• What the task asks: Search the entries for the word "Parse" and report each line that has it.

Stored data entries:
────

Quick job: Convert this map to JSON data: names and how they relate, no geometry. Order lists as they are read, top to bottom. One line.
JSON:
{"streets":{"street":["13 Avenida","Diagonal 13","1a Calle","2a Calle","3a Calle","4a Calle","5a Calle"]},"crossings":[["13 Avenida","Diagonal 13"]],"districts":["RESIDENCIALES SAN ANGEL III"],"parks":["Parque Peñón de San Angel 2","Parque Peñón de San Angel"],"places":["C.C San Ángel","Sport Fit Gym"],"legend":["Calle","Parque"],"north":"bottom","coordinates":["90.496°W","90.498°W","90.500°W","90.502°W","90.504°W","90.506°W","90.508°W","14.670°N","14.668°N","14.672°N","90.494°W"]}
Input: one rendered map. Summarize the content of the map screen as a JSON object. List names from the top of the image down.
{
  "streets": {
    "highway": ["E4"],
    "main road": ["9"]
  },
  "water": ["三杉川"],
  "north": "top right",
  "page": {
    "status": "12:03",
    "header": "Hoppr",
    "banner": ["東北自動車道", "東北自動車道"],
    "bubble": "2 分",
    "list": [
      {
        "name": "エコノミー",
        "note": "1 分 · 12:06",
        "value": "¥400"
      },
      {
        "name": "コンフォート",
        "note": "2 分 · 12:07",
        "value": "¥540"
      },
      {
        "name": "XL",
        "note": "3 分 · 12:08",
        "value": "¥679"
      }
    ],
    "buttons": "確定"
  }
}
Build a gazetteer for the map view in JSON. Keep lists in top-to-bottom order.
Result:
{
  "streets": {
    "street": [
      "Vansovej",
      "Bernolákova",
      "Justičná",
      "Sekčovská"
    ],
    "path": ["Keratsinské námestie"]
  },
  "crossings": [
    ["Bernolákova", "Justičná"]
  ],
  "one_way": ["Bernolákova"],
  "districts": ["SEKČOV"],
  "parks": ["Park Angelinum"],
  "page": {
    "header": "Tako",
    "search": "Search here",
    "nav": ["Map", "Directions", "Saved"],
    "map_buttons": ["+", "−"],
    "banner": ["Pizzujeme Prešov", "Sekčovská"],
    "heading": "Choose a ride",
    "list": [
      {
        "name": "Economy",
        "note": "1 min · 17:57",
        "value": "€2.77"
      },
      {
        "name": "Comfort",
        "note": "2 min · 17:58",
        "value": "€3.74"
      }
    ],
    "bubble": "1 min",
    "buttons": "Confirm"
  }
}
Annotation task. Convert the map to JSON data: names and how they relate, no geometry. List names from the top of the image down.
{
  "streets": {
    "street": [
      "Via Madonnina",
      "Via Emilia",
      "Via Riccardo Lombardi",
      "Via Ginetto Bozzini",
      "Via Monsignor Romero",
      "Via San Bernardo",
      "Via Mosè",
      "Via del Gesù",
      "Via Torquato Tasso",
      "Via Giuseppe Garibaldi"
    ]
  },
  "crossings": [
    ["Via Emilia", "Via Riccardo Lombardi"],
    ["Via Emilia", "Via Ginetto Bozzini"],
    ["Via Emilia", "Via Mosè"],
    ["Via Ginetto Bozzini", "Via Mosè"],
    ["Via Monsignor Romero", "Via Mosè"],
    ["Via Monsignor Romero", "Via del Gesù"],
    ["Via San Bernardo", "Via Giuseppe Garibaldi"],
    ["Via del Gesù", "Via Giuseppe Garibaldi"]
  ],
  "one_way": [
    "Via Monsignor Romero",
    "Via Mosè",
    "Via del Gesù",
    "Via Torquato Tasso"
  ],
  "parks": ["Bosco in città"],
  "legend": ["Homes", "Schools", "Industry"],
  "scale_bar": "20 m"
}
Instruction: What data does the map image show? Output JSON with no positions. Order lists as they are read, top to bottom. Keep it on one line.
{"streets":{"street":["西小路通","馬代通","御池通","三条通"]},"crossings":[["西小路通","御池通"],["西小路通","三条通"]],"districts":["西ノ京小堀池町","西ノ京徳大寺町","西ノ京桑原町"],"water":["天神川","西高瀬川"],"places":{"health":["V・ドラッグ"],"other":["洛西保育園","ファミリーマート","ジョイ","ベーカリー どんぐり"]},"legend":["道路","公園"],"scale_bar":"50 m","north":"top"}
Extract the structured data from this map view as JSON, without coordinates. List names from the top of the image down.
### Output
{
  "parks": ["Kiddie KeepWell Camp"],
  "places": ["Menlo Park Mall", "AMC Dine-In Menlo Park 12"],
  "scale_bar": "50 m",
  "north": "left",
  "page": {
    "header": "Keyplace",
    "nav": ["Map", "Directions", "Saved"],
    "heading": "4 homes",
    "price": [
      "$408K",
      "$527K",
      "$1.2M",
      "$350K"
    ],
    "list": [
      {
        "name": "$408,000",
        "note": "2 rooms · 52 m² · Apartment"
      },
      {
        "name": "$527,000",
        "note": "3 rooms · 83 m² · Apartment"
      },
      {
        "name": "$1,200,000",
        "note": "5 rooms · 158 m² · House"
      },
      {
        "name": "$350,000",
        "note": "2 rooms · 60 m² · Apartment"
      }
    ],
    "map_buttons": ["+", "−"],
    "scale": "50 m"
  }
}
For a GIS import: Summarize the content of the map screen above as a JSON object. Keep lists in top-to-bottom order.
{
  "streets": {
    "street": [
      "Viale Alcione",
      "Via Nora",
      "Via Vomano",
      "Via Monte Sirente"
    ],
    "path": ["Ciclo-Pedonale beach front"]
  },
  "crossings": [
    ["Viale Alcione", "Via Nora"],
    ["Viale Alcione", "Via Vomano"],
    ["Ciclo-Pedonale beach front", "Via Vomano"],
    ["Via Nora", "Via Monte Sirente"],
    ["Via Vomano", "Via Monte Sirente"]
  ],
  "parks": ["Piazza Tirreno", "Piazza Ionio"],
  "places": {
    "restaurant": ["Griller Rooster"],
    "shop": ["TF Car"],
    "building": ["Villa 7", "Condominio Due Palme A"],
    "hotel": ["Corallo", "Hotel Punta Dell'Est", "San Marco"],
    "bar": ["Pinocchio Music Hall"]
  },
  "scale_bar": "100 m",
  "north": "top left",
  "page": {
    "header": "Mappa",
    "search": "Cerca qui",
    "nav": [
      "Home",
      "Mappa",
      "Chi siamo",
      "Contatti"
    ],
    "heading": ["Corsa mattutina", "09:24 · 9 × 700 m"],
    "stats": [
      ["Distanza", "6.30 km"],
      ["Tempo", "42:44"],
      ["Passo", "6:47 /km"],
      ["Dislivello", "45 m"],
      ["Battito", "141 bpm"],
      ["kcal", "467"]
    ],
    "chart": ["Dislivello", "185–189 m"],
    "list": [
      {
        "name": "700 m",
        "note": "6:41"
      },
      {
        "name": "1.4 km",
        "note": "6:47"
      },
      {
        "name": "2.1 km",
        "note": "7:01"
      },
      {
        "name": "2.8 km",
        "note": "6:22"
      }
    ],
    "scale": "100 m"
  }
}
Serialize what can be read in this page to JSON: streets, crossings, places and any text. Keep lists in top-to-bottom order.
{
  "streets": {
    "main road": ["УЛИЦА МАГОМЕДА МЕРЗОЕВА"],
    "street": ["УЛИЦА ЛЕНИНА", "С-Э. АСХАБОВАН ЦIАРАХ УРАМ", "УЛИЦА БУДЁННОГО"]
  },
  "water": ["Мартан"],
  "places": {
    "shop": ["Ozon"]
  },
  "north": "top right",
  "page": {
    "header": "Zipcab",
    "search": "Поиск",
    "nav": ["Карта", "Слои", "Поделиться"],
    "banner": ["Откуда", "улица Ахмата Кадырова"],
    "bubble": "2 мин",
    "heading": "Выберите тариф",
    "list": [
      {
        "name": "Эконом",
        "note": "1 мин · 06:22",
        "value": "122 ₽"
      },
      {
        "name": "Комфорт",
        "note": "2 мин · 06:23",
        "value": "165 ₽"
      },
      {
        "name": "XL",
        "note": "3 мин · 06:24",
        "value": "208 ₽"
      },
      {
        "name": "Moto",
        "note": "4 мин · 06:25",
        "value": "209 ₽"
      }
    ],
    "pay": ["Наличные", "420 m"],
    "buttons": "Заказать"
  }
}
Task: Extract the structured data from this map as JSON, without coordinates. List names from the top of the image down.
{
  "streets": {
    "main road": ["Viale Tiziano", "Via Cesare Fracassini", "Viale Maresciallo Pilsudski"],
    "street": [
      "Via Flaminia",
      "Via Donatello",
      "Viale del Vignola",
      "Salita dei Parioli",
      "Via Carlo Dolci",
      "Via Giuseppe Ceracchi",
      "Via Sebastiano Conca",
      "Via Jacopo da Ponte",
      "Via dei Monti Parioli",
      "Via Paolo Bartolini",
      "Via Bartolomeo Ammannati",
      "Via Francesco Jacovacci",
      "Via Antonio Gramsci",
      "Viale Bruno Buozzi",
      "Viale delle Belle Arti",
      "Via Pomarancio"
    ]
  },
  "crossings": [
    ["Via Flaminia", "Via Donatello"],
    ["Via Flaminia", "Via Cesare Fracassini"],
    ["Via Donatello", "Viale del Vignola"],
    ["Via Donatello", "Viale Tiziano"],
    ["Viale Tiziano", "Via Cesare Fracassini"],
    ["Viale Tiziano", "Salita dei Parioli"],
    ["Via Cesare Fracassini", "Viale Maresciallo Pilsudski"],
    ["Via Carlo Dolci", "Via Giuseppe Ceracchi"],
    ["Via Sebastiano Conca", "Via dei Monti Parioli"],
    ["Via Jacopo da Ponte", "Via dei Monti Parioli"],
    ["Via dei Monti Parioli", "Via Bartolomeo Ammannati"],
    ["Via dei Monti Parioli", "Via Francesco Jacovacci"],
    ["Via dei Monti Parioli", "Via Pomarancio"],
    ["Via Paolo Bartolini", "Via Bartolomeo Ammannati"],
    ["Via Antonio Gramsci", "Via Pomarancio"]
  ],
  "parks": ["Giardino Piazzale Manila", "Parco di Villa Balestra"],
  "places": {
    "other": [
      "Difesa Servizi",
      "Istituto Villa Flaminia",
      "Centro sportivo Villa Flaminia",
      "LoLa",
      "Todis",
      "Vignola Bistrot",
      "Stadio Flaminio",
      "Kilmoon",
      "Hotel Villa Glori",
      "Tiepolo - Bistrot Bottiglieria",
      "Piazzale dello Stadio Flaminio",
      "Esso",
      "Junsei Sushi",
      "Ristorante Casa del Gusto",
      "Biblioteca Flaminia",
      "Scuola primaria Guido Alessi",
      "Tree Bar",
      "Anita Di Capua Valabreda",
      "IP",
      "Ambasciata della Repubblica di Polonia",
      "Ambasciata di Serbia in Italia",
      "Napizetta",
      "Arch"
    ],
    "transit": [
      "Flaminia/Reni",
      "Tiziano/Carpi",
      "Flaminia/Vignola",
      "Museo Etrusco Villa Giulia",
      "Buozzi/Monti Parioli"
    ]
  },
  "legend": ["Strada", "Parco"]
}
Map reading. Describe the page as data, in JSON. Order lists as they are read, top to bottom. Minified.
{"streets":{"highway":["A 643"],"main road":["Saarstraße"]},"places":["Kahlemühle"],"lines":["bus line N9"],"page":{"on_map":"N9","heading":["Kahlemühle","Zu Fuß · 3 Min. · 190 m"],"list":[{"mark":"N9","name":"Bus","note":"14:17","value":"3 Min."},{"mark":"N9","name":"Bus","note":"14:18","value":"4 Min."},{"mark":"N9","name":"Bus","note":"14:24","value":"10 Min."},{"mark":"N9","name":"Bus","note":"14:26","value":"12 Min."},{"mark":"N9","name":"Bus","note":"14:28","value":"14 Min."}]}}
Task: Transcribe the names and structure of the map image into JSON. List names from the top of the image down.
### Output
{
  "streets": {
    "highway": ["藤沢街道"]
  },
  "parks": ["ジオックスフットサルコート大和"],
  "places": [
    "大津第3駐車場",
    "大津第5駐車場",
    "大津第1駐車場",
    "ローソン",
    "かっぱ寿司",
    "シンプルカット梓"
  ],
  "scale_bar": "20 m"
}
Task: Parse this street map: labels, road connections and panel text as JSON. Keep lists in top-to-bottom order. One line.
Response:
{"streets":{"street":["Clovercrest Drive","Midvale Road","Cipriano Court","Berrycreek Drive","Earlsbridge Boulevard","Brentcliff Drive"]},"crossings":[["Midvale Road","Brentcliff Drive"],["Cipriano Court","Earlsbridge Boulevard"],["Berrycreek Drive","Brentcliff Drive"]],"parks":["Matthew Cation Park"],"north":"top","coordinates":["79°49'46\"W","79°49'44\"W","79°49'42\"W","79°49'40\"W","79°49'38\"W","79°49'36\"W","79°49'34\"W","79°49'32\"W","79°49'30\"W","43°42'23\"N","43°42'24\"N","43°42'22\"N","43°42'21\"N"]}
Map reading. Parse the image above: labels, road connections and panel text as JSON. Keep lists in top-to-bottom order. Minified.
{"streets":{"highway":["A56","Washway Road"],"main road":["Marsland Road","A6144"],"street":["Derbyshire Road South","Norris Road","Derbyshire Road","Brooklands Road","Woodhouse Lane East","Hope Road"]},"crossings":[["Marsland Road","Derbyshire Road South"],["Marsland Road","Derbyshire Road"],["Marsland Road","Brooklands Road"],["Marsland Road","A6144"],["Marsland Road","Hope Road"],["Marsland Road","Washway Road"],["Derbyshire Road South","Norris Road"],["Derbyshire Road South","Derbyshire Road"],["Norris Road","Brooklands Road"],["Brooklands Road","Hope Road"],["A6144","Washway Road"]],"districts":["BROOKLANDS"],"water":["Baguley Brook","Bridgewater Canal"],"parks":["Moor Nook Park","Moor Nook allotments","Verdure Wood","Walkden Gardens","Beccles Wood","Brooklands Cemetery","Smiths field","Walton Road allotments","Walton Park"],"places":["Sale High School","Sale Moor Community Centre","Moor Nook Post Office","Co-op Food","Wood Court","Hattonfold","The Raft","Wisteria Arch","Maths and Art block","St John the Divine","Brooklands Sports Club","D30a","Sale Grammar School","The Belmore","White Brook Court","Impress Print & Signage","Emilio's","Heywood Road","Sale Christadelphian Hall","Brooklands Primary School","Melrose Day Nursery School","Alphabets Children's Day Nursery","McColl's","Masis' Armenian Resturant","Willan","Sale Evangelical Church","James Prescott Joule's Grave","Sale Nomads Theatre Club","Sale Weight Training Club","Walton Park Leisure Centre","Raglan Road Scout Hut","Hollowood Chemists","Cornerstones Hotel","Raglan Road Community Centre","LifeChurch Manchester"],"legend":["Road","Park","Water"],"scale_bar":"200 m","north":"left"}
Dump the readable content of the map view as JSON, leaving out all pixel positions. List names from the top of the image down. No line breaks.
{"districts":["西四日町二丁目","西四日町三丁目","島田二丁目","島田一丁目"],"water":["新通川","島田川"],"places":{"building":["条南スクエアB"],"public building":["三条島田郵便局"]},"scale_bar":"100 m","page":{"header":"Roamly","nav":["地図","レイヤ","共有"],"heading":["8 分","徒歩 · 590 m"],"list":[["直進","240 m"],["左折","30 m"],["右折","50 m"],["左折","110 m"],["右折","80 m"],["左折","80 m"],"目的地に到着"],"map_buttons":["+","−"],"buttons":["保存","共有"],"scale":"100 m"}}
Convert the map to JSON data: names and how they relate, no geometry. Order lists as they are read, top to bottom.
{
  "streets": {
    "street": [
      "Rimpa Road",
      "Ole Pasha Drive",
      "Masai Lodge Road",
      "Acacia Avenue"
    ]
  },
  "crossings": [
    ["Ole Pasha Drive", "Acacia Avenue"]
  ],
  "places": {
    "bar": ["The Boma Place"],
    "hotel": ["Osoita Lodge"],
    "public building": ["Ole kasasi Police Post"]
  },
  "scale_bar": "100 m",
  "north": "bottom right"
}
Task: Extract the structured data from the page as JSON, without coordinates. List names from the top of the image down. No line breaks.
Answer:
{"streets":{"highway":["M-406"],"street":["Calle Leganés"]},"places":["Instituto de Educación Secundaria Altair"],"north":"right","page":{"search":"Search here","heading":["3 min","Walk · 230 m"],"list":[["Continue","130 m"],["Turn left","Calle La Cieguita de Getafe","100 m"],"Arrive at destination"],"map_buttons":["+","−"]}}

────

• Result below:
Task: Parse this street map: labels, road connections and panel text as JSON. Keep lists in top-to-bottom order. One line.
Map reading. Parse the image above: labels, road connections and panel text as JSON. Keep lists in top-to-bottom order. Minified.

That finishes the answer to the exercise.